A Chinese streaming platform is airing David Fincher’s 1999 film “Fight Club” with an altered ending in which the authorities win.
Chinese fans of the classic thriller film based on Chuck Palahniuk’s novel of the same name were disappointed to see the movie’s iconic ending removed and replaced with a black slate and a caption detailing an alternative ending on local video streaming website Tencent Video.
As the original finale of “Fight Club” goes, the depressed narrator, played by Edward Norton, reveals that soap salesman Tyler Durden, played by Brad Pitt, was just his imaginary alter ego that wished to escape and destroy the consumerist system.
The last scene in which Edward Norton stands next to Helena Bonham Carter’s Maria Singer as they witness the explosion of skyscrapers, indicating the victory of his plan to destroy the corporate system, was censored in China and replaced with an ending wherein the authorities win instead.
“Through the clue provided by Tyler, the police rapidly figured out the whole plan and arrested all criminals, successfully preventing the bomb from exploding,” the caption from the altered ending read, according to CNN. “After the trial, Tyler was sent to [a] lunatic asylum receiving psychological treatment.
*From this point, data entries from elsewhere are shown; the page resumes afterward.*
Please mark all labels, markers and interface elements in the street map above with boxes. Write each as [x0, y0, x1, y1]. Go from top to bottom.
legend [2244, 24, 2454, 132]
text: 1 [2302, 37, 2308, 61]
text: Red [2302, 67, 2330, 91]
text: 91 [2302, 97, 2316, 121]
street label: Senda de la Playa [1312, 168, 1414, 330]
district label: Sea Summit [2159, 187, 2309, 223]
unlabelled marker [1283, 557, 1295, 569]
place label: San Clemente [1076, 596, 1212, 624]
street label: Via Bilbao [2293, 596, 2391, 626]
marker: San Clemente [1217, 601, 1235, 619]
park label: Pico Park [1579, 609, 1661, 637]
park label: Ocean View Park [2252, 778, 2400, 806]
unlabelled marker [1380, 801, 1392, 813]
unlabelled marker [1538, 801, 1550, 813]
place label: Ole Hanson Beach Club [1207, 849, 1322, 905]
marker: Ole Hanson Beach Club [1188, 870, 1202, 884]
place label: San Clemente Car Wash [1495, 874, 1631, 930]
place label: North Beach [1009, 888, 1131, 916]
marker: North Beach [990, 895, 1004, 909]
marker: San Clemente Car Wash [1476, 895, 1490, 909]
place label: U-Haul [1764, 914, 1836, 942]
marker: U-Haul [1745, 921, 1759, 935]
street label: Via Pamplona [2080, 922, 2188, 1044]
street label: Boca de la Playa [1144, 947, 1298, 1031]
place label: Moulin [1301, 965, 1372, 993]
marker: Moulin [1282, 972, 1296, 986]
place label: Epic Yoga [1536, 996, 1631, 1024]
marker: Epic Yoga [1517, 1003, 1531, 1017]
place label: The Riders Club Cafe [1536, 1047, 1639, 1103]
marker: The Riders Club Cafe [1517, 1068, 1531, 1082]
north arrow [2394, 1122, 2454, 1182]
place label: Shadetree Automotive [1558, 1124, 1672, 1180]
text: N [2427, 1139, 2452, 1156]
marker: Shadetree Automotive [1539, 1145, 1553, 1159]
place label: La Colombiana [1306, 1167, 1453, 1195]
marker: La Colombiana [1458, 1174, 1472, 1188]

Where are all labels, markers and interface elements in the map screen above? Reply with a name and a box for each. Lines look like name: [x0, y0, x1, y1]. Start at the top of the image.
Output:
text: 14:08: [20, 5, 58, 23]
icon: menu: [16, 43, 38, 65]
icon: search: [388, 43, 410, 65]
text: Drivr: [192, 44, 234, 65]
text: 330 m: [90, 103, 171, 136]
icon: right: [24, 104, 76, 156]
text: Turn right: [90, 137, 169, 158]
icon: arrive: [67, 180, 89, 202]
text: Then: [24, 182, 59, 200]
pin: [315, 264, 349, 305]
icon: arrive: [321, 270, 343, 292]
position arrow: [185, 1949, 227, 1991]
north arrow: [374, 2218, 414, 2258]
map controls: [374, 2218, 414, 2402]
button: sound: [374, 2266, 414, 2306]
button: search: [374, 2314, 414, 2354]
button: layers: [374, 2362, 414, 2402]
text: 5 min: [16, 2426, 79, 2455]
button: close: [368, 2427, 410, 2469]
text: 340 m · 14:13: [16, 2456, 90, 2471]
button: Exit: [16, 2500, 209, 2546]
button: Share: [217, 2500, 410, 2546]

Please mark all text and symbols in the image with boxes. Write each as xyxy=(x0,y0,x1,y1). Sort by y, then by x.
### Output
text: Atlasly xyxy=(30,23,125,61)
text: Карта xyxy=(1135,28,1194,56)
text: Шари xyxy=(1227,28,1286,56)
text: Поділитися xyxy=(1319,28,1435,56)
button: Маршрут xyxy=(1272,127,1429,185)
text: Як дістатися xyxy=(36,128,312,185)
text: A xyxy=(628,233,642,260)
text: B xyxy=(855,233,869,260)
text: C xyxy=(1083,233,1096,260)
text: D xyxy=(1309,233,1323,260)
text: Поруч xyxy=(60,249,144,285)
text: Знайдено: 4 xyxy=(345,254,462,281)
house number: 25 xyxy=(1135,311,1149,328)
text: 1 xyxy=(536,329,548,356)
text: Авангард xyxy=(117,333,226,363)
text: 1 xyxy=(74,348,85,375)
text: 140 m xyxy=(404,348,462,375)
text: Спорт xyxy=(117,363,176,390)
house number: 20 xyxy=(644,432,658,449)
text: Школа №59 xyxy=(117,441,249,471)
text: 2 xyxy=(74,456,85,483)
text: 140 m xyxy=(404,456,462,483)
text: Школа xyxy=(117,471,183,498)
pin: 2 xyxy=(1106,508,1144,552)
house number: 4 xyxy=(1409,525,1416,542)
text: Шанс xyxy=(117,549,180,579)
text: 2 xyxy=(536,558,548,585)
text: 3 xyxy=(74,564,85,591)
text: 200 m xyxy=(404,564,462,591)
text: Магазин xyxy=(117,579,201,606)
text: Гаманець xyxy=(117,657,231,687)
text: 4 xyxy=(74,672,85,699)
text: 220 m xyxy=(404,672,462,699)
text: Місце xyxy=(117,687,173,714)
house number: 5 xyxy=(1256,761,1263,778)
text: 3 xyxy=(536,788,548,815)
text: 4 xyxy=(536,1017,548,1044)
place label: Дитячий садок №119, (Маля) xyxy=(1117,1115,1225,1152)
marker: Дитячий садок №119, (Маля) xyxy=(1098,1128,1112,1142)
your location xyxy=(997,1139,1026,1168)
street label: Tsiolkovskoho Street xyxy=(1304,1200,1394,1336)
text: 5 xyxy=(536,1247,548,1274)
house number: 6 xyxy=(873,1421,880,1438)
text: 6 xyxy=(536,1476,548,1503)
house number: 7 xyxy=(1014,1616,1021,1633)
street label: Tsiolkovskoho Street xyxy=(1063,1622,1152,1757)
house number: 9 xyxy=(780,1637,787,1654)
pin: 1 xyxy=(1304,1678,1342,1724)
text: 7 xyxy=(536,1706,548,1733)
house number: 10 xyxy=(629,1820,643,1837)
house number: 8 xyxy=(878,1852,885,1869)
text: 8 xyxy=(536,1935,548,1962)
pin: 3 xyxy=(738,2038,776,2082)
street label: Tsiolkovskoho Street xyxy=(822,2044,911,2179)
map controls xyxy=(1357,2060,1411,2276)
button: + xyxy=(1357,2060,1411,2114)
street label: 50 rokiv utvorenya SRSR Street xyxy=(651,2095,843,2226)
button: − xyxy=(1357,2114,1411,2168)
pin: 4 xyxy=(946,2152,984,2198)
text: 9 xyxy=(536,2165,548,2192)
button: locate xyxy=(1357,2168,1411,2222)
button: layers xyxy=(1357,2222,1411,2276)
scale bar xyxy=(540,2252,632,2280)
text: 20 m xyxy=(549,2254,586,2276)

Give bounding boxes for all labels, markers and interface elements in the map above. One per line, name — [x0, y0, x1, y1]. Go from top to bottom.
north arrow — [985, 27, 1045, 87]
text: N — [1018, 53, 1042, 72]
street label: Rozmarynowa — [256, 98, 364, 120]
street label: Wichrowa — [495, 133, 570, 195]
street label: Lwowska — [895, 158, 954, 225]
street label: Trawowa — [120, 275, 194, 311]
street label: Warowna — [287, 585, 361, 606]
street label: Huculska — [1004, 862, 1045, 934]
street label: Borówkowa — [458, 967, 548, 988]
He was discharged from the hospital in 2012.”
“The first rule of Fight Club in China? Don’t mention the original ending,” Bureau Chief for AFP Jerome Taylor tweeted. “The second rule of Fight Club in China? Change it so the police win.”
— Jerome Taylor (@JeromeTaylor) January 25, 2022
The alternative ending was also called “a pillar of shame in cinematic history,” in comment on the film’s page on Tencent Video, according to CNN.
While it is not known when or how the ending was changed, it is not the first time under China’s strict censorship system that a film or show has been altered. An episode from “The Simpsons” that referenced the 1989 Tiananmen Square massacre was banned last year on Disney Plus in Hong Kong, as NextShark previously reported.
According to CNN, controversial themes and taboo subjects such as graphic sex and violence and LGBTQ storylines are also censored in the country.